Ethics statement and animal care

All experiments received approval from the Institutional Animal Care and Use Committee of the Instituto Multidisciplinario de Biología Celular (ID no. 10-0112). This study was carried out in strict accordance with the recommendations in the Guide for the Care and Use of Laboratory Animals of the US National Research Council, and all efforts were made to minimize suffering. To reveal an effect of endogenous rises in circulating ghrelin at the AP, we needed to use 48 hours of food deprivation because mice fasted such length of time showed a significant increase of the number of cells positive for c-Fos in the AP, as compared with the number found in ad libitum fed mice, that was not detected in mice fasted 24 hours (unpublished observations). Importantly, 48-hour fasting is a manipulation fully tolerated by wild-type mice that display a normal overall health status and locomotor activity (20). All mice were individually housed 3 days before starting the experiments, which were performed in the morning, between 9:00 am and 11:30 am.

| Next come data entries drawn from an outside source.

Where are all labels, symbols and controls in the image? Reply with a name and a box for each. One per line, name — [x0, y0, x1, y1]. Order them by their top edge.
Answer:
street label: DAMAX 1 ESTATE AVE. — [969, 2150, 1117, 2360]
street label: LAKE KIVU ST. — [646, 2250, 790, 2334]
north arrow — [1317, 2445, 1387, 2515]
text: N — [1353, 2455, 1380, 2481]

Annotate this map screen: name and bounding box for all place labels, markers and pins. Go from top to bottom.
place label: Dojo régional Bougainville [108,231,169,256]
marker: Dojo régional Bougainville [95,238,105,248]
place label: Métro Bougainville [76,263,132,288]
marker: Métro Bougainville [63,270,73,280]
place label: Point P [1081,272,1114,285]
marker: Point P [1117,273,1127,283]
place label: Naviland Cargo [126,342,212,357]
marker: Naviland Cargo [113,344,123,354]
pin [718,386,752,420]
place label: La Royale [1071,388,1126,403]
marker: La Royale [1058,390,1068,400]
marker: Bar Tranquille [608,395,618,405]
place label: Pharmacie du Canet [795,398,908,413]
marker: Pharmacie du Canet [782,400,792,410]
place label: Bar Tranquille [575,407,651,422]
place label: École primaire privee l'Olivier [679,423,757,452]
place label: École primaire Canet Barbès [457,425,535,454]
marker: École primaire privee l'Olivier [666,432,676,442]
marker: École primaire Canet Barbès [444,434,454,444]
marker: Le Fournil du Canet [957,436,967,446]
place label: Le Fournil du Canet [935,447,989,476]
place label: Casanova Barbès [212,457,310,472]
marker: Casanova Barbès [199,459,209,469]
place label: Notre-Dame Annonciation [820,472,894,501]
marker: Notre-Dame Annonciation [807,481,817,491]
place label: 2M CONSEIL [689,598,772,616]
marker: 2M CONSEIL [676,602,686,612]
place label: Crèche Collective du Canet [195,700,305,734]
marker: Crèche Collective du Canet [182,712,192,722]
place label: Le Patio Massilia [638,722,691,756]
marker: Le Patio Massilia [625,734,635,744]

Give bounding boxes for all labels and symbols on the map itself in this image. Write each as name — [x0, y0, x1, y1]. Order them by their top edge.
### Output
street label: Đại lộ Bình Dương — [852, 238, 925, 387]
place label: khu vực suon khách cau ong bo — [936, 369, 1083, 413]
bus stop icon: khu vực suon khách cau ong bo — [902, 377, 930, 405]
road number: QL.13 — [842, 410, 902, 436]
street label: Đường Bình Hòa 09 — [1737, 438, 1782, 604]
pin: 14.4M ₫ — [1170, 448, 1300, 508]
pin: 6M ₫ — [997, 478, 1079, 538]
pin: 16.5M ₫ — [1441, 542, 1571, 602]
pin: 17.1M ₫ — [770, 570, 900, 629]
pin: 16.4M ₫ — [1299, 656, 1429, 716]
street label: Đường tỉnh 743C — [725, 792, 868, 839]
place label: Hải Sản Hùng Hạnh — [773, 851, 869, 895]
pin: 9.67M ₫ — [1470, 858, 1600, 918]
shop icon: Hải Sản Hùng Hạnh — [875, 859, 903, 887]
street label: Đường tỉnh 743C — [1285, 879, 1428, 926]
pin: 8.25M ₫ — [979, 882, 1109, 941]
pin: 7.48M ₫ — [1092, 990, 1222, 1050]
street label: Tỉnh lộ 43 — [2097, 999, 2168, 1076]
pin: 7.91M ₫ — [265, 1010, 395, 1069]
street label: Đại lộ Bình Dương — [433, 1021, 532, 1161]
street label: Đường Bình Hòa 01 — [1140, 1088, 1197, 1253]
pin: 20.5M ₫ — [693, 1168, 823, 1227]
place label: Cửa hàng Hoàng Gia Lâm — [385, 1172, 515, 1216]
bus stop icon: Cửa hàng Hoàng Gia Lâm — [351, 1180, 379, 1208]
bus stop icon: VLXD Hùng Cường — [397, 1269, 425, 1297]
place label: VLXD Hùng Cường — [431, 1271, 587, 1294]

Analysis of DVC sites responsive to circulating ghrelin

In this study, we peripherally injected a fluorescent ghrelin tracer into mice and then mapped the distribution of the tracer as well as the induction of phosphorylated extracellular signal-regulated kinase (p-ERK) in the DVC. Specifically, ad libitum fed wild-type mice were subcutaneously injected with either phosphate-buffered saline (PBS) alone or containing 0.3 nmol/g BW of fluorescein-ghrelin (n = 4 and 5, respectively). The fluorescent ghrelin (F-ghrelin) is an analog of the hormone ghrelin with a fluorescein moiety attached at its C terminus. F-ghrelin behaves similarly to ghrelin and can be used to study both binding and uptake of this hormone (21). Importantly, we have validated the specificity of this tracer by showing that F-ghrelin: (1) is bioactive in vivo; (2) labels the mouse brain with a pattern similar to that seen for GHSR messenger RNA (mRNA) expression; and (3) fails to label brain nuclei of GHSR-null mice (11). F-ghrelin was provided by Dr. L.G. Luyt from the University of Western Ontario (London, ON, Canada). Thirty minutes after treatment, mice were anesthetized and perfused, as described previously (22). Brains were dissected and processed to generate three equivalent series of 40-µm-thick coronal brain sections, which were used for immunohistochemistry. Two series of sections of each animal were pretreated with 0.5% H2O2 and treated with blocking solution (3% normal donkey serum and 0.25% Triton-X in PBS). A series of sections of each animal were incubated with either a goat anti-fluorescein antibody (Table 1) for 48 hours at 4°C, or a goat anti–p-ERK antibody (Table 1) overnight at room temperature. Next, all sections were treated with biotinylated donkey anti-goat antibody (Vector Laboratories, catalog no. BA-5000; 1:1000), and then with a Vectastain Elite ABC kit (Vector Laboratories, catalog no. PK-6200), according to the manufacturer’s protocols. Finally, a visible signal was developed with diaminobenzidine (DAB)/nickel solution, giving a black/purple precipitate. Antifluorescein immunostaining is specific, as immunostained brain sections of vehicle-treated mice display similar background signal as detected in negative control samples, in which either the primary or secondary antibody was omitted in the staining procedure (11).

Table 1.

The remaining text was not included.